Go See Blood Diamond

I like it when block buster films have the guts to deal with controversial issues and expose underhanded industries. I like it even better when a film such as this is set in Africa, a continent that so rarely makes it onto international news headlines. I encourage all of you to go and see this film, not only because it will cause you to think twice about the morality of the international diamond industry, but also because it will expose you to the tragedy that has often surrounded the extraction and control of Africa’s precious natural resources. It will also demonstrate the utter helplessness that affects the millions of men, women and children that live in failed, war-torn African states, in this case Sierra Leone.

I am also particularly interested in this film because it was shot primarily here in Mozambique. All of the urban and beach scenes were filmed in Maputo’s historic downtown and along the Marginal de Costa da Sol. During the months of April and May, this city was buzzing with camera crews, wannabe extras and star-struck film nuts drunk on the opportunity to steal a glimpse of Leonardo DiCaprio. I had many friends stand in line for hours in an effort to be an extra in the beach bar scene but alas I could not identify any of them when I watched the actual film. I was able to recognize all of the scenes that were shot down town, especially the elegant train station, Xipapanene market and the make shift buildings that they constructed specifically to blow up during the action sequences. One night, as my friends and I were emerging from a downtown pub, we stumbled upon a film set, complete with burnt out vehicles and 30 odd “corpses” strewn across the ground that had been prepared for a shoot the following morning. Definitely an added sense of eeriness to the already sketchy surroundings of the Maputo Baixa at night!!

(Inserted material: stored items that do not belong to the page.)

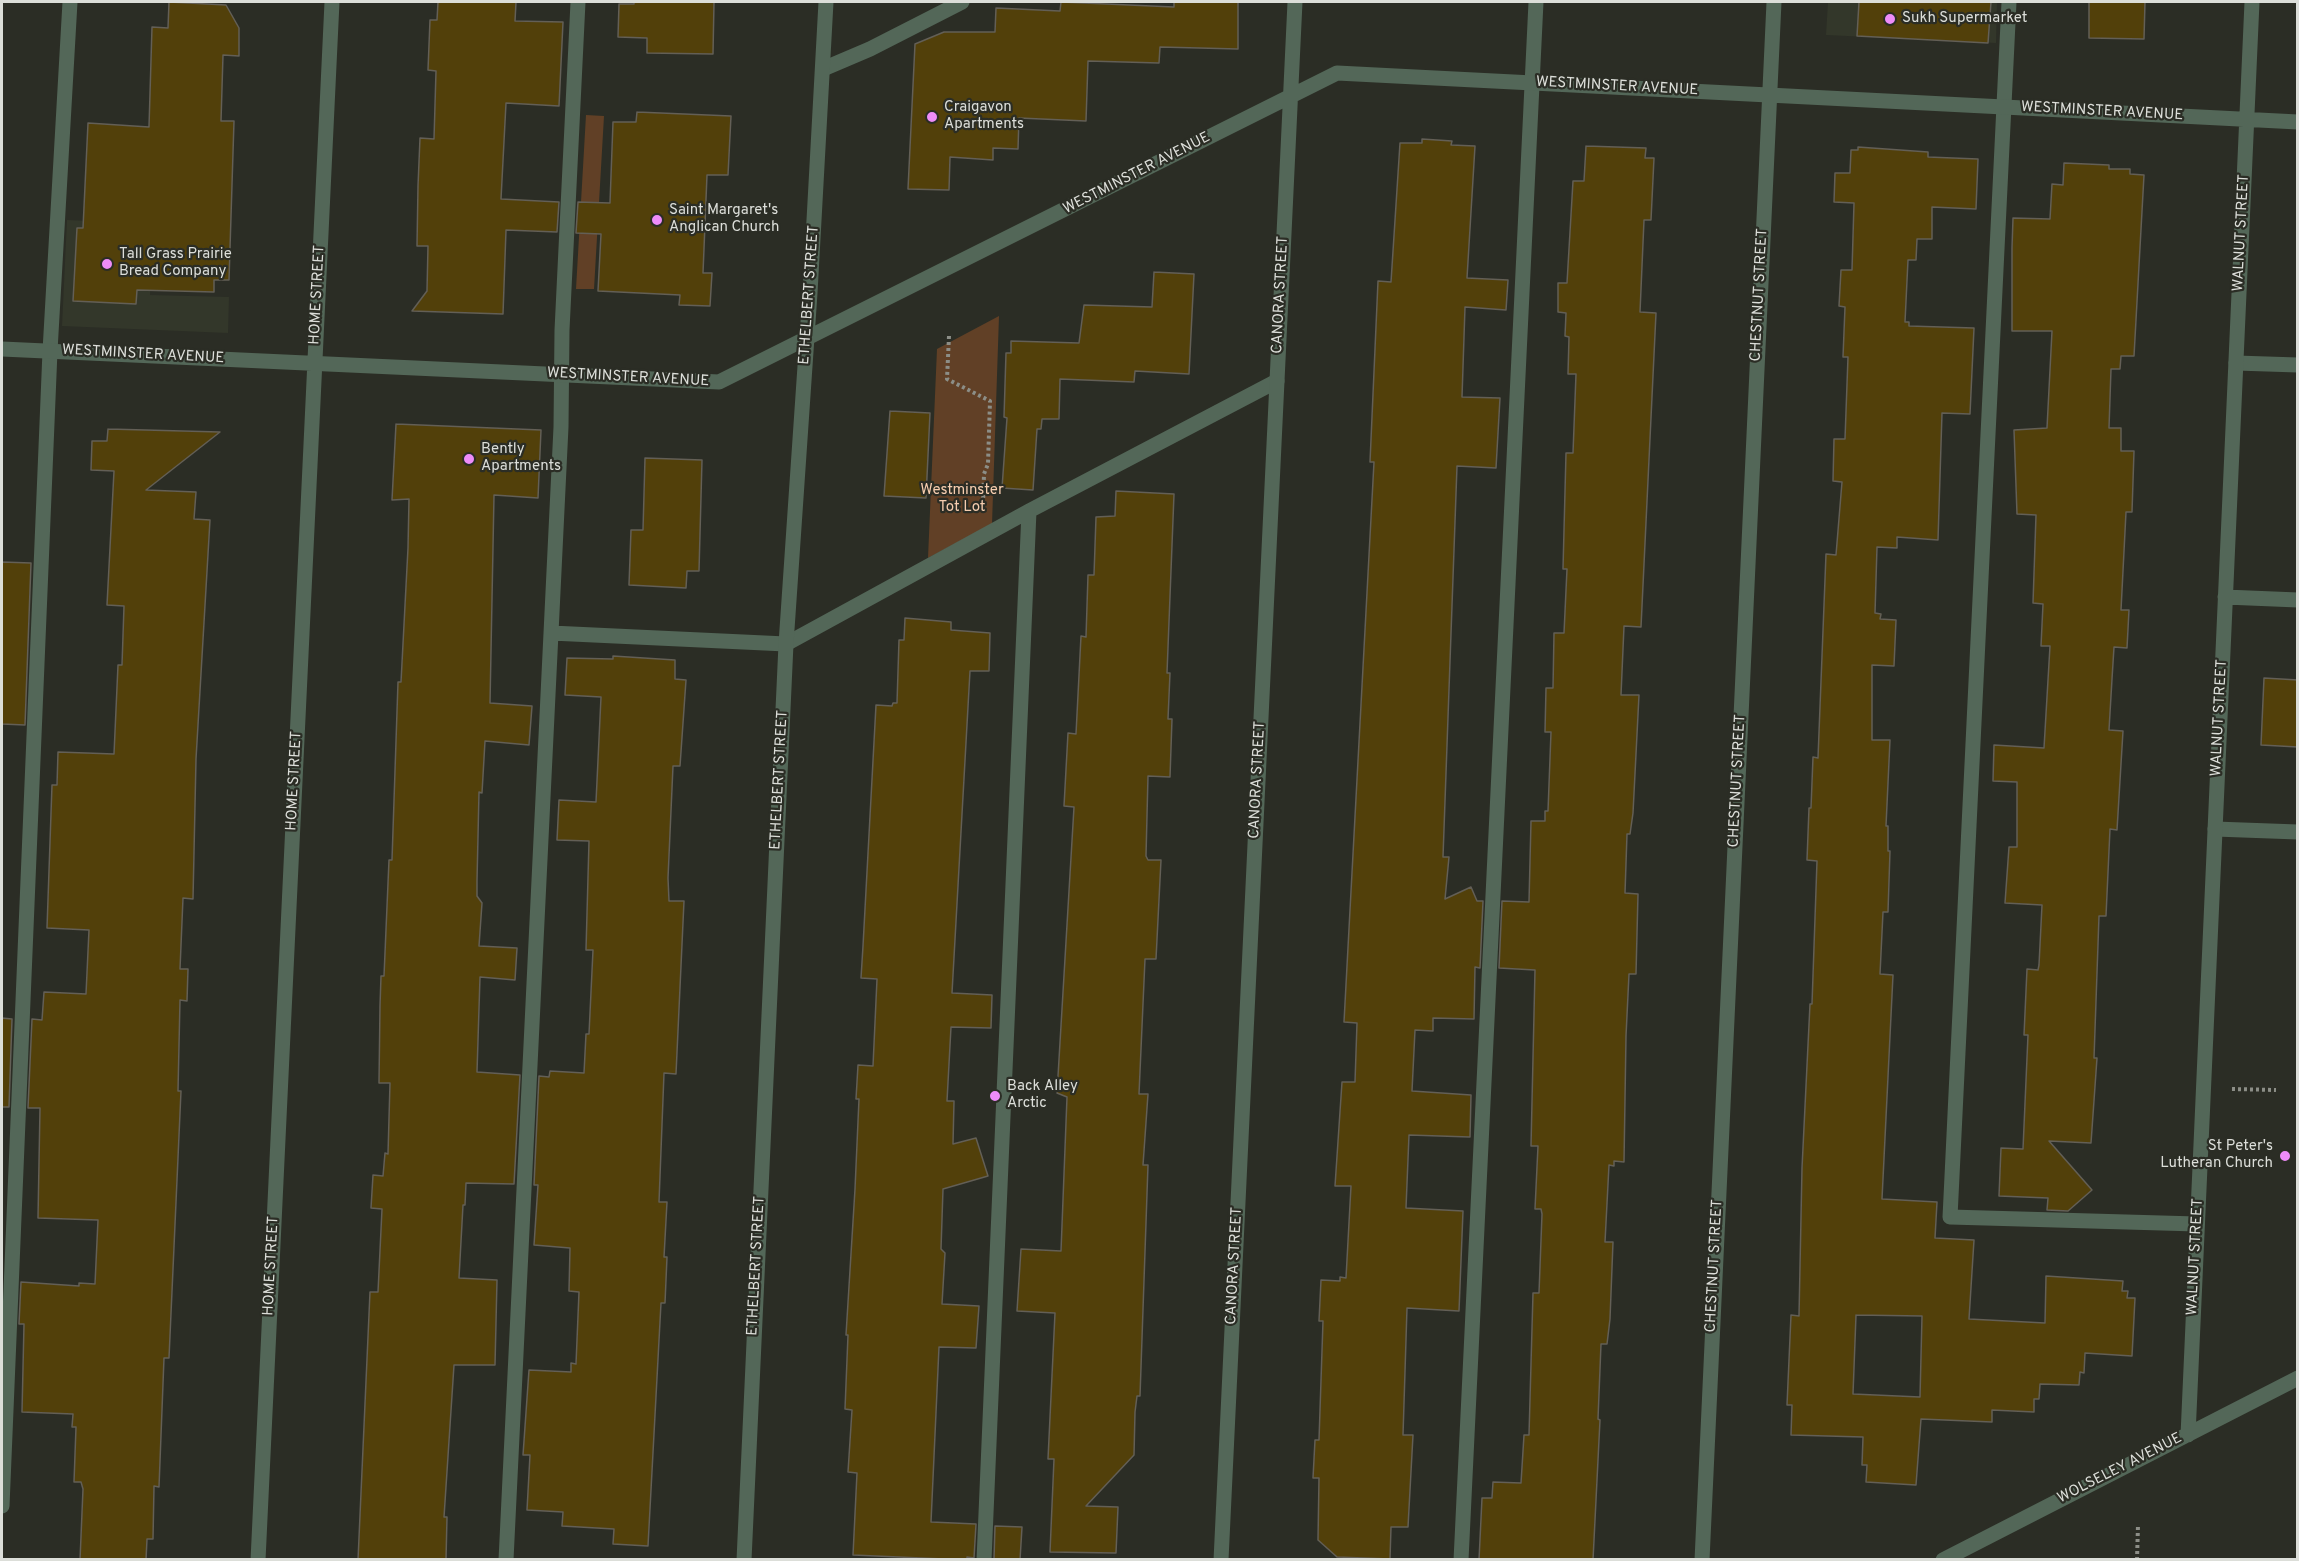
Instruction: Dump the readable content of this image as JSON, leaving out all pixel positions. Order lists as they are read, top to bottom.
{
  "streets": {
    "street": [
      "WESTMINSTER AVENUE",
      "WALNUT STREET",
      "HOME STREET",
      "ETHELBERT STREET",
      "CANORA STREET",
      "CHESTNUT STREET",
      "WOLSELEY AVENUE"
    ]
  },
  "crossings": [
    ["WESTMINSTER AVENUE", "WALNUT STREET"],
    ["WESTMINSTER AVENUE", "HOME STREET"],
    ["WESTMINSTER AVENUE", "ETHELBERT STREET"],
    ["WESTMINSTER AVENUE", "CANORA STREET"],
    ["WESTMINSTER AVENUE", "CHESTNUT STREET"],
    ["WALNUT STREET", "WOLSELEY AVENUE"]
  ],
  "parks": ["Westminster Tot Lot"],
  "places": [
    "Sukh Supermarket",
    "Craigavon Apartments",
    "Saint Margaret's Anglican Church",
    "Tall Grass Prairie Bread Company",
    "Bently Apartments",
    "Back Alley Arctic",
    "St Peter's Lutheran Church"
  ]
}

This film joins the ranks of the other strong African films such as Hotel Rwanda, Tsotsi and The Last King of Scotland that brutally depict many of the horrors that have defined post-colonial Africa. Besides being shot in Maputo, the film had another strong link to Mozambique in that the violence of the Sierra Leonean rebel armies, and the subsequent conscription and brainwashing of child soldiers, was similar to the tactics used by RENAMO during Mozambique’s awful 15 year civil war. These child soldiers, separated from their families, as well as any decent sense of morality, would carry out senseless atrocities on innocent peasant villages, compounding the suffering of the rural population. Now Mozambique is being held up as an example of how to successfully rehabilitate and reintegrate these child soldiers back into their communities and their families using traditional healing and spiritual atonement practices. Now that peace has been declared in both Liberia and Sierra Leone, let us pray that the countless thousands that have been brainwashed by war can regain their sense of self and their place in society. There is still such a long way to go.

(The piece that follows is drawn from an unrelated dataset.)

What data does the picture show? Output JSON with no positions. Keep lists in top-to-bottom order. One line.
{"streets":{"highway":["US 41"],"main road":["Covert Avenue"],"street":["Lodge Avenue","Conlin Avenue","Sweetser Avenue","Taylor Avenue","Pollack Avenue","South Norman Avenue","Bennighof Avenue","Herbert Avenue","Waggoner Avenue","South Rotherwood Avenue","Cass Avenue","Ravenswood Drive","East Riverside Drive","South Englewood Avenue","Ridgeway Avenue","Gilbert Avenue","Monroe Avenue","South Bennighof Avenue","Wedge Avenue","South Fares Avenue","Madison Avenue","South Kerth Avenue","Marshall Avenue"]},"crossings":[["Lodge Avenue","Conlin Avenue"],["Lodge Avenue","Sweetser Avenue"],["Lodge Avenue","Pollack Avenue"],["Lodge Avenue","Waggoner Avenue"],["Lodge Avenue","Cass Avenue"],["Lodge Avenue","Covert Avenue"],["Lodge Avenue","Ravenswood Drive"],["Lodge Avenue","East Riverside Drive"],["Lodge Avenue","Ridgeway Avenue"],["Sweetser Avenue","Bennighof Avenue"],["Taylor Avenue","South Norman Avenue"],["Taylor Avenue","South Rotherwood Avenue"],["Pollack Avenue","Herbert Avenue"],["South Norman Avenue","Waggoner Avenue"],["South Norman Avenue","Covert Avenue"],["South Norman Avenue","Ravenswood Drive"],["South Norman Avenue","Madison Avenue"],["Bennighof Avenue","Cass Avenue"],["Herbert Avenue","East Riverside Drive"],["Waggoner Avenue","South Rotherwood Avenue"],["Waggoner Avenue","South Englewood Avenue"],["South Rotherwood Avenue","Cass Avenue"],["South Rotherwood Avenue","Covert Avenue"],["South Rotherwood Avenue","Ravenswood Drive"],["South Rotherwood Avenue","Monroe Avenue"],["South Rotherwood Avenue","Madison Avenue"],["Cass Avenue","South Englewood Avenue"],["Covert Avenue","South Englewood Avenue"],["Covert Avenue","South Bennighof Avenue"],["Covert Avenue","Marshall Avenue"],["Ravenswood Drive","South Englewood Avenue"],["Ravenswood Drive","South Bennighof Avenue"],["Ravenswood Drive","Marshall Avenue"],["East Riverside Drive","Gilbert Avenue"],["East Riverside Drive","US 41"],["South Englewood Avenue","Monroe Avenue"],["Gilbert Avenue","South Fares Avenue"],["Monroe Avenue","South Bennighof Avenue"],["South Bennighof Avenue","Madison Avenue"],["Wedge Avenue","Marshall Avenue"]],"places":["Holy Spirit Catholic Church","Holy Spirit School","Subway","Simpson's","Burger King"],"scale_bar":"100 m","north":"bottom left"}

The film of course also touches on the issue of the “white man’s” role in African conflicts. Much of Africa’s violent post-colonial history can find its roots in the political and economic interests of external state or corporate actors. Mozambique was one of many African states used as a battleground for the ideological confrontation of the Cold War while Sierra Leone was one of many African states ripped apart by rivaling factions competing for the exclusive control of lucrative resource deposits. But how much can the white man be blamed for the disasters that have befallen the African continent over the past 50 years? This question is touched upon by Solomon Vandy’s character in the film when he ponders how so much violence has been allowed to occur between black communities in African countries. How much have external forces exacerbated the ethnic cleavages in Africa, encouraging carnal violence and full scale civil war? The film does a commendable job depicting the many faces of the white man in Africa: as colonizer, mercenary, homemaker, relief worker, journalist, criminal, idealist and boss.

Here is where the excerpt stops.